═════ Record set

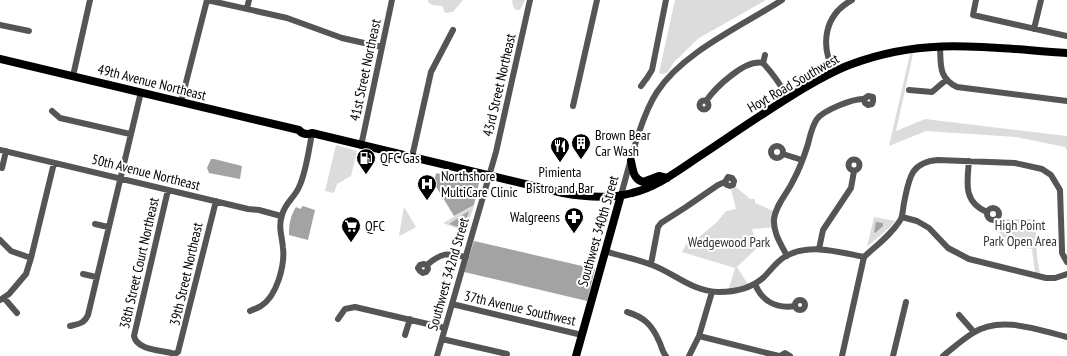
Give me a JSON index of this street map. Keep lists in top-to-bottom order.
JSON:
{
  "streets": {
    "main road": ["49th Avenue Northeast", "Hoyt Road Southwest", "Southwest 340th Street"],
    "street": [
      "41st Street Northeast",
      "43rd Street Northeast",
      "50th Avenue Northeast",
      "38th Street Court Northeast",
      "39th Street Northeast",
      "Southwest 342nd Street",
      "37th Avenue Southwest"
    ]
  },
  "crossings": [
    ["41st Street Northeast", "49th Avenue Northeast"],
    ["49th Avenue Northeast", "Hoyt Road Southwest"],
    ["49th Avenue Northeast", "43rd Street Northeast"],
    ["49th Avenue Northeast", "Southwest 342nd Street"],
    ["Hoyt Road Southwest", "43rd Street Northeast"],
    ["Hoyt Road Southwest", "Southwest 340th Street"],
    ["Hoyt Road Southwest", "Southwest 342nd Street"],
    ["43rd Street Northeast", "Southwest 342nd Street"],
    ["50th Avenue Northeast", "38th Street Court Northeast"],
    ["50th Avenue Northeast", "39th Street Northeast"],
    ["Southwest 340th Street", "37th Avenue Southwest"],
    ["38th Street Court Northeast", "39th Street Northeast"],
    ["Southwest 342nd Street", "37th Avenue Southwest"]
  ],
  "parks": ["High Point Park Open Area", "Wedgewood Park"],
  "places": {
    "building": ["Brown Bear Car Wash"],
    "restaurant": ["Pimienta Bistro and Bar"],
    "fuel station": ["QFC Gas"],
    "hospital": ["Northshore MultiCare Clinic"],
    "pharmacy": ["Walgreens"],
    "supermarket": ["QFC"]
  }
}
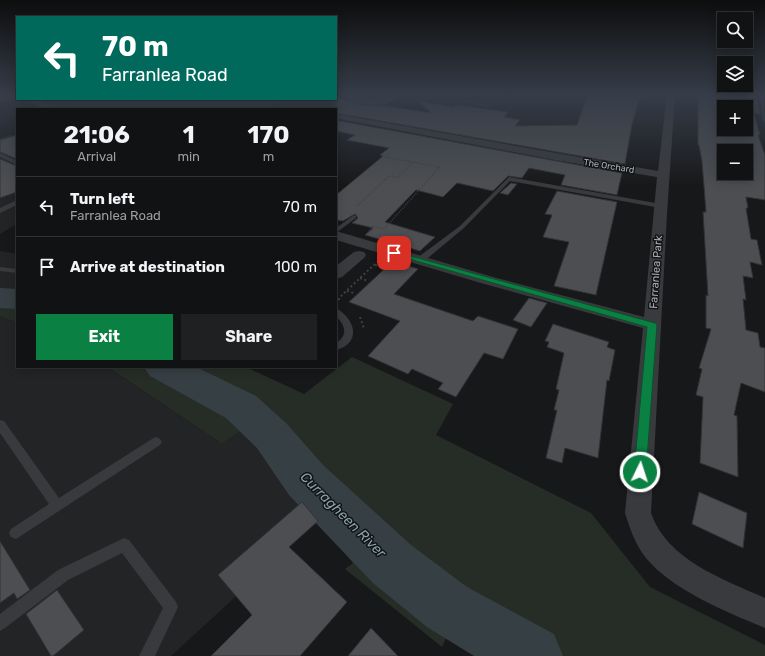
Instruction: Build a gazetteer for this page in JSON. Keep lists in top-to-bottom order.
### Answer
{
  "streets": {
    "street": ["The Orchard", "Farranlea Park"]
  },
  "crossings": [
    ["The Orchard", "Farranlea Park"]
  ],
  "water": ["Curragheen River"],
  "page": {
    "map_buttons": ["+", "−"],
    "turn": ["70 m", "Farranlea Road"],
    "eta": [
      "21:06",
      "Arrival",
      "1",
      "min",
      "170",
      "m"
    ],
    "list": [
      {
        "name": "Turn left",
        "note": "Farranlea Road",
        "value": "70 m"
      },
      {
        "name": "Arrive at destination",
        "value": "100 m"
      }
    ],
    "buttons": ["Exit", "Share"]
  }
}
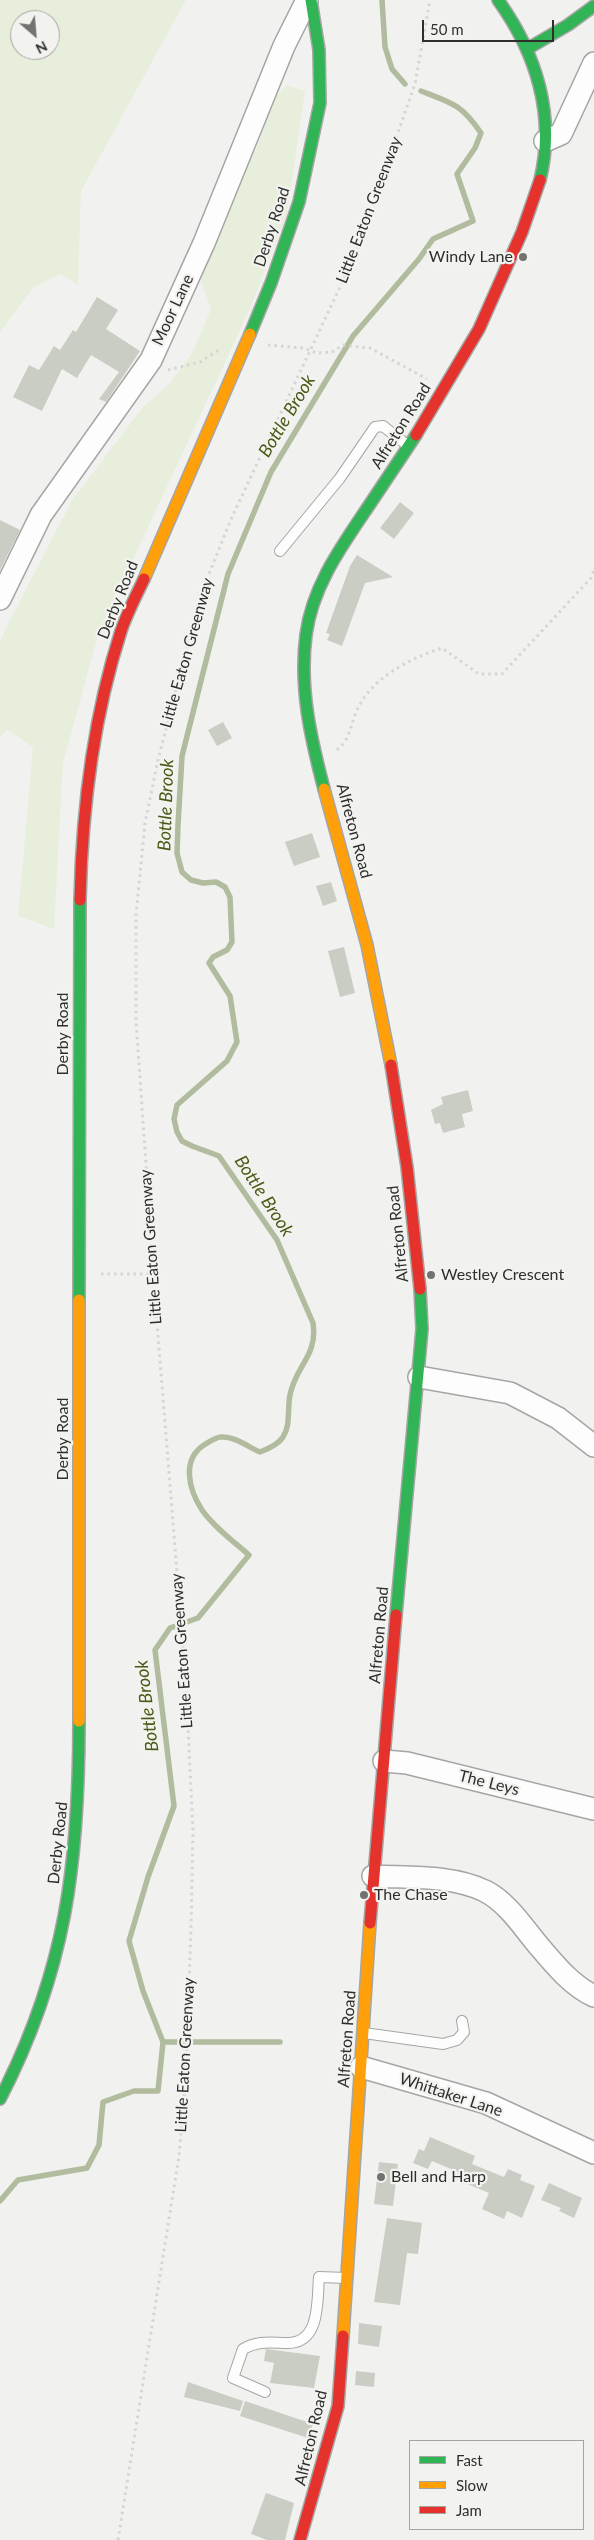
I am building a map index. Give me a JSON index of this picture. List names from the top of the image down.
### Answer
{
  "streets": {
    "street": [
      "Derby Road",
      "Moor Lane",
      "Alfreton Road",
      "The Leys",
      "Whittaker Lane"
    ],
    "path": ["Little Eaton Greenway"]
  },
  "crossings": [
    ["Derby Road", "Moor Lane"],
    ["Alfreton Road", "The Leys"],
    ["Alfreton Road", "Whittaker Lane"]
  ],
  "water": ["Bottle Brook"],
  "places": [
    "Windy Lane",
    "Westley Crescent",
    "The Chase",
    "Bell and Harp"
  ],
  "legend": ["Fast", "Slow", "Jam"],
  "scale_bar": "50 m",
  "north": "bottom right"
}
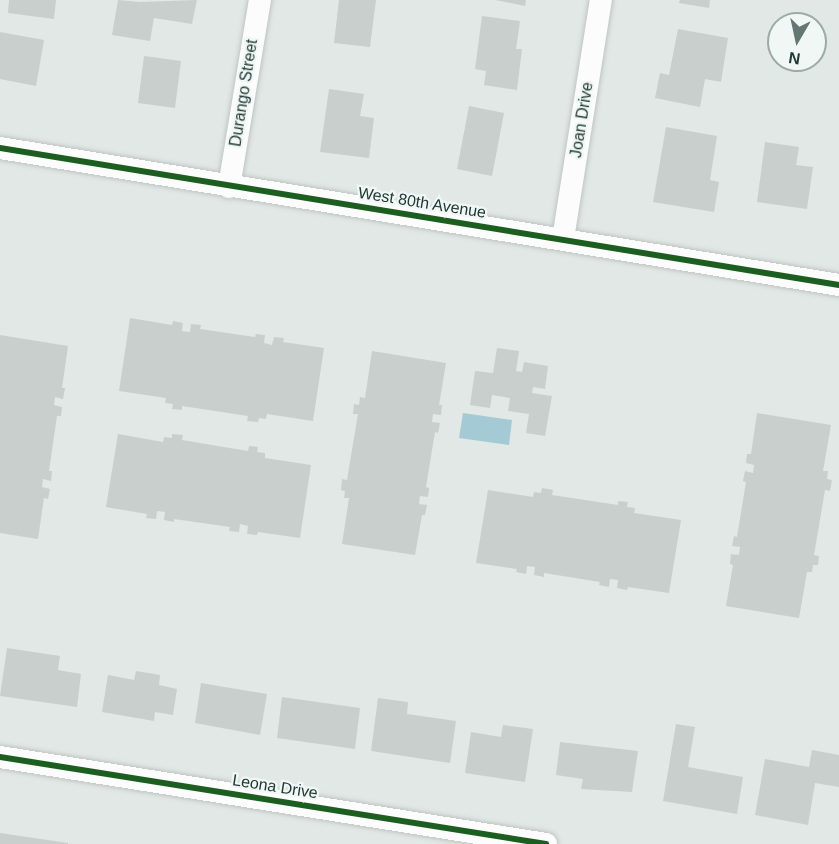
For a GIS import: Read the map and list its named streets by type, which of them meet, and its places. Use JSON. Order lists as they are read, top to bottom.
{
  "streets": {
    "street": [
      "Durango Street",
      "Joan Drive",
      "West 80th Avenue",
      "Leona Drive"
    ]
  },
  "crossings": [
    ["Durango Street", "West 80th Avenue"],
    ["Joan Drive", "West 80th Avenue"]
  ],
  "north": "bottom"
}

══════════

**Your task**
Lines with the word "Keep" in them should be copied from the preceding records.

**Solution to this exercise**
Give me a JSON index of this street map. Keep lists in top-to-bottom order.
Instruction: Build a gazetteer for this page in JSON. Keep lists in top-to-bottom order.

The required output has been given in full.